The secretaries of energy, veterans' affairs and health and human services, the attorney general and other officials at the Defense Department, CIA and NASA outlined what a four-month search of their records ordered by Clinton has found, including:
 

- The Defense Department said it has identified 1,760 possible human radiation experiments, but said the vast majority were clinical research conducted since 1974 in accordance "with established, non-experimental diagnostic procedures." It vowed to open all records without censorship to the committee.

- The Energy Department said it has found 2,500 records of human radiation experiments and placed them in public reading rooms. It also has found 270,000 records on nuclear testing and 7,000 records on human experiments that may or may not involve radiation.

That department has also fielded 21,000 calls from people who suspect they were victims of radiation experiments or who want more information about them, and letters from another 4,600.

 

- The Veteran's Affairs Department said it found that 49 VA hospitals may have conducted some radioisotopic research. It has fielded calls from 8,117 people concerned they were exposed to radiation while on active duty or at a VA hospital.

- Health and Human Services Department said it has contacted 27,000 institutions that conducted research for it, asking them not to destroy records on any radiation research.

- NASA said it found 50 scientific articles on radiation research it may have conducted that it is studying.

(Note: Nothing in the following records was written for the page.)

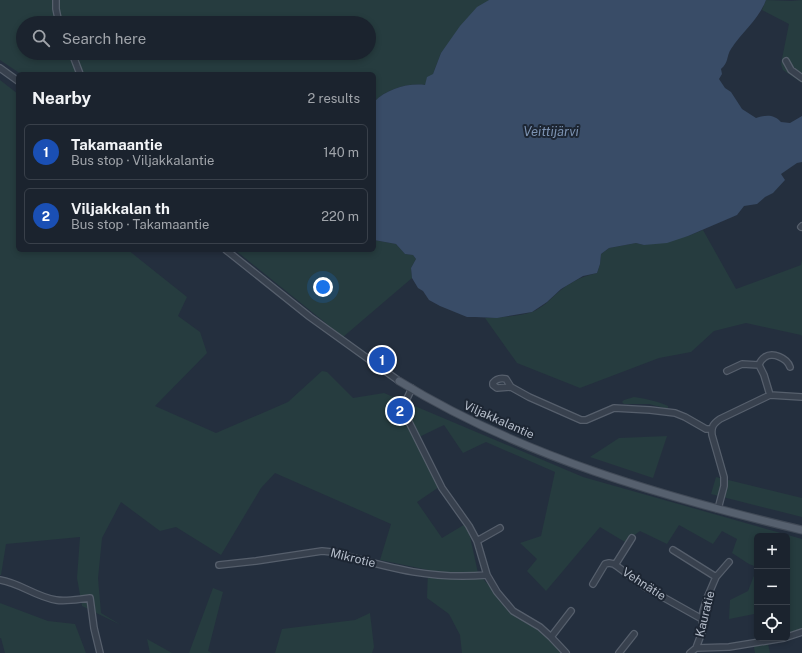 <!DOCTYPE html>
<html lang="en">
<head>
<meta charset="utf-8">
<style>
	:root { --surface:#1b232e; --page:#282f3a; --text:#f1f3f6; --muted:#a0a4aa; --line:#39404a; --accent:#b45309 }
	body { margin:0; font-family:"Public Sans",sans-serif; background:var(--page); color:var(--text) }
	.controls { position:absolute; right:12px; bottom:12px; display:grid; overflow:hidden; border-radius:6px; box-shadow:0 2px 6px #0003 }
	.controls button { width:36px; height:36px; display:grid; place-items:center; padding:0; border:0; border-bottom:1px solid var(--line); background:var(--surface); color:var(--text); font:20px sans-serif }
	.you { position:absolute; left:323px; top:287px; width:14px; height:14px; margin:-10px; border:3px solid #fff; border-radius:50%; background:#1a73e8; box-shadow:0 0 0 6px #1a73e833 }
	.badge { display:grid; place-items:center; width:26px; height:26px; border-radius:50%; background:var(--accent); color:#fff; font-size:13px; font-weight:700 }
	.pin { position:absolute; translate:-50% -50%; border:2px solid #fff; box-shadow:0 1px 4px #0006 }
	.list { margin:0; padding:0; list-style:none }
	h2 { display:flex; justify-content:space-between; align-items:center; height:52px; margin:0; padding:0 16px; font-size:17px }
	h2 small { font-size:13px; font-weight:400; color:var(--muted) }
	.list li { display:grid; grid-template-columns:26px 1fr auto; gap:12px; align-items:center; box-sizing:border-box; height:56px; margin:0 8px 8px; padding:0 8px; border:1px solid var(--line); border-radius:6px }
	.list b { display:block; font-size:15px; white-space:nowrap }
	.list p { margin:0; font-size:13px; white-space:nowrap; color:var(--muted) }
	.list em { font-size:13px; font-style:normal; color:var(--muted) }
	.icon { flex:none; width:22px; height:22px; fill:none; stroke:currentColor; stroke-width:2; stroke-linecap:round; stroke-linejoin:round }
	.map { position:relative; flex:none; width:802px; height:653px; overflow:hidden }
	.search { position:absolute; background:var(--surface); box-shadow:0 2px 6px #0003; left:16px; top:16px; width:360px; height:44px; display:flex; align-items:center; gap:10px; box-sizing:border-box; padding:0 14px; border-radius:22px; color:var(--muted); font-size:15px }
	.panel { position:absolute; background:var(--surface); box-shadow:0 2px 6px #0003; left:16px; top:72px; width:360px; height:180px; border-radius:6px }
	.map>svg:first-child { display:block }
</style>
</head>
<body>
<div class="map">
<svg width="802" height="653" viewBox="0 0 802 653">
	<rect width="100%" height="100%" fill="#242f3e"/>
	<path fill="#263c3f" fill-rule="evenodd" d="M 0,0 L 489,0 L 441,53 L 433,74 L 425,85 C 407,83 387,89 374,102 L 374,74 L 21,74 L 0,60 ZM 23,23 L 369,23 L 369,53 L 23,53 Z
		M 766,0 L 791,1 L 802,0 L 802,83 L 783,70 L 781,64 L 789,24 L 762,10 Z
		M 0,80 L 18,94 L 18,250 L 128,250 L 187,297 L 178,316 L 200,332 L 207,353 L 155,406 L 216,433 L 288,402 L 322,371 L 327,372 L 353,398 L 384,393 L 583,477 L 802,539 L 802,628 L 787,635 L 787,536 L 757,536 L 757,567 L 749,564 L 732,553 L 737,539 L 722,531 L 713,544 L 679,525 L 667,544 L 640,531 L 625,542 L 600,527 L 546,591 L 527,571 L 537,559 L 520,543 L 541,536 L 555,472 L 486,442 L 463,453 L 444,425 L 417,438 L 442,485 L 417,502 L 442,538 L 467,523 L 478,573 L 517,618 L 544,633 L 562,653 L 462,653 L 460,635 L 449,614 L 427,598 L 428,570 L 380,560 L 391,524 L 275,473 L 261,488 L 221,555 L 176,527 L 160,531 L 121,502 L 102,538 L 98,578 L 101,613 L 121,625 L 82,606 L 77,578 L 80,537 L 6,544 L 1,575 L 0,575 Z
		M 703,230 L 736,289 L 801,265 L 802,260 L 802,336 L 801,335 L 746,323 L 714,331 L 691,352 L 659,358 L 580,388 L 517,363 L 485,318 C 498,318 520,316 532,312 C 543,308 552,297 561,290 C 572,281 584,276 597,273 L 600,264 L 601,254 L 609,248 L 636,243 L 644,245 L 688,236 Z
		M 374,240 L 396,244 L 405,254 L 413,255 L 416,259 L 411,268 L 412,278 L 343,337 L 235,250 L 374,250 Z
		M 634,397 C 647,399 657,401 668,406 L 668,409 L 649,404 L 624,404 L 622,402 L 624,400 Z
		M 667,436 L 653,478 L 590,457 L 619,438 Z
		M 716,477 L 802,498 L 802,517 L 711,494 Z
		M 757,568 L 757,629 L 754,614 L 729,619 L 730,600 L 748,591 Z
		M 213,588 L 223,592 L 208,651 L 212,653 L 189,653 Z
		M 0,603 L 48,621 L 75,624 L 86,653 L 5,653 L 1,638 L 0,638 Z
		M 370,613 L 374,647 L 372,653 L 275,653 L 282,629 L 355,620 Z
		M 759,638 L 772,638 L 767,639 L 770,653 L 755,653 L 753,642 L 759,640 Z
		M 147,639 L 172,653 L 150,653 Z"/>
	<path fill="#394c67" d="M 489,0 L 766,0 C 759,19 742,32 731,49 C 726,57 729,62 721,69 L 722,74 L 719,79 L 725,88 L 731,92 L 742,109 L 756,118 C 765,115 774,114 781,122 L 790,123 L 802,116 L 802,162 L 797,163 L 781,174 L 785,180 L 773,193 L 765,197 L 757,204 L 744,206 L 737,215 L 688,236 L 667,243 L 644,245 L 636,243 L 609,248 L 601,254 L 600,264 L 597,273 L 583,276 L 561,289 L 547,302 L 532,312 L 497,318 L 475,317 L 467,317 L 440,306 L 429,300 L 423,291 L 418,288 L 412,278 L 411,268 L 416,259 L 413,255 L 405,254 L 396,244 L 374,240 L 374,102 C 387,89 407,83 425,85 L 427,77 L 433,74 L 441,53 L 460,26 L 477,7 Z"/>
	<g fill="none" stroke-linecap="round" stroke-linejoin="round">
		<defs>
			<path id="minor" d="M 56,0 L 56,9 L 59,23
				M 72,53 L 80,74
				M 786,61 L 791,70 L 802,78
				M 0,68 L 18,81
				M 801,227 L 802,226
				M 226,250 L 310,317 L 399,381
				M 759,365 C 760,362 762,359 765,357 C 773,352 787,358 790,367
				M 727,371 L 742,364 L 759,365 L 764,375 L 770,395
				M 511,387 L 506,379 C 501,378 496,379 493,383 L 493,385 L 497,388 L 511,387 L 529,397 L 581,420 L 586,420 L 614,408 L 650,410 L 675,413 L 685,417 L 706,429 L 712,429
				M 412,388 L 403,407 L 405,414 L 442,488 L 469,526 L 477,541 L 487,575 L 497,592 L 513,611 L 540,627 L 551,637 L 566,653
				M 718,509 L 724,486 L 724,477 L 712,435 C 711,427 713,424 720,419 L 770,395 L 802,397
				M 477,541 L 500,528
				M 673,550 L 716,577
				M 219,565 L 256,561 L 322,551 L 332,552 C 387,567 429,580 487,575
				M 615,565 L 632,538
				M 0,580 C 20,583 36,597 56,600 C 66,602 79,599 90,598 L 94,628 L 100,653
				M 593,584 L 605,564 L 609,563 L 614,564 L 645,587 L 702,619
				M 551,637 L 571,611
				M 787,637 L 802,632
				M 696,648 L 702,632 L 703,611 L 707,598 L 716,577 L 729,562
				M 619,653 L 634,634
				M 690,653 L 696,648 L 729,647 L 784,638"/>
			<path id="major" d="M 399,381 C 521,456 663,497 802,530"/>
		</defs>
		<use href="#minor" stroke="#565f6c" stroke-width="8"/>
		<use href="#major" stroke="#414a57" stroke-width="9"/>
		<use href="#minor" stroke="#38414e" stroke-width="5.5"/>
		<use href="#major" stroke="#56606e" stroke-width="7"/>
	</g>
	<g text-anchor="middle" stroke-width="4" stroke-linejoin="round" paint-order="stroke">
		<g font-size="12" fill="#b4bcc9" stroke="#1d2633">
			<text transform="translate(499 420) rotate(24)" y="4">Viljakkalantie</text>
			<text transform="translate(353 558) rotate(14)" y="4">Mikrotie</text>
			<text transform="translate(644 584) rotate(33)" y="4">Vehnätie</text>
			<text transform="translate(705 614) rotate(-76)" y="4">Kauratie</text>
		</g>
		<g font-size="13" font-style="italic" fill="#7c92b1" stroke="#1d2633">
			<text x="551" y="136">Veittijärvi</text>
		</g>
	</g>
</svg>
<div class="controls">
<button>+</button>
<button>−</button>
<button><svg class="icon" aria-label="locate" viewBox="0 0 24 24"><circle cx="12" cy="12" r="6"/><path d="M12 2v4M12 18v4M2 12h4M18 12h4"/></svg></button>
</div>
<div class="you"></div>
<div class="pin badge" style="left:382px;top:360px;background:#1a4fb4">1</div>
<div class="pin badge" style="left:400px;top:411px;background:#1a4fb4">2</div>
<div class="search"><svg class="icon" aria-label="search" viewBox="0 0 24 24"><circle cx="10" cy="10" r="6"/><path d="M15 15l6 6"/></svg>Search here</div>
<section class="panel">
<h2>Nearby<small>2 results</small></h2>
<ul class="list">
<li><span class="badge" style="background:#1a4fb4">1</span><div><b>Takamaantie</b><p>Bus stop · Viljakkalantie</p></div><em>140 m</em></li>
<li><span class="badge" style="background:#1a4fb4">2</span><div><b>Viljakkalan th</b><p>Bus stop · Takamaantie</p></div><em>220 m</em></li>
</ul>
</section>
</div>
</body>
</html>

It also participated in a study on 3,000 people from 45 institutions who were exposed to whole body radiation for medical treatment, or who were accidentally exposed.

It also participated in two other studies involving low levels of whole body radiation and another where "investigators put their own heads in high-energy particle beams to observe visual light flashes like those experienced by astronauts."

CIA said it had conducted no radiation experiments involving humans, although it may have been authorized to do so.

President Clinton also issued a statement saying the first meeting of the group "is another step by the administration to have an honest and open approach to its investigation of the Cold War-era experiments."

He added that the group must determine "whether the U.S. government treated its own citizens wrongfully through human experimentation . . . Only by dealing honestly with the past can we hope to build a better future."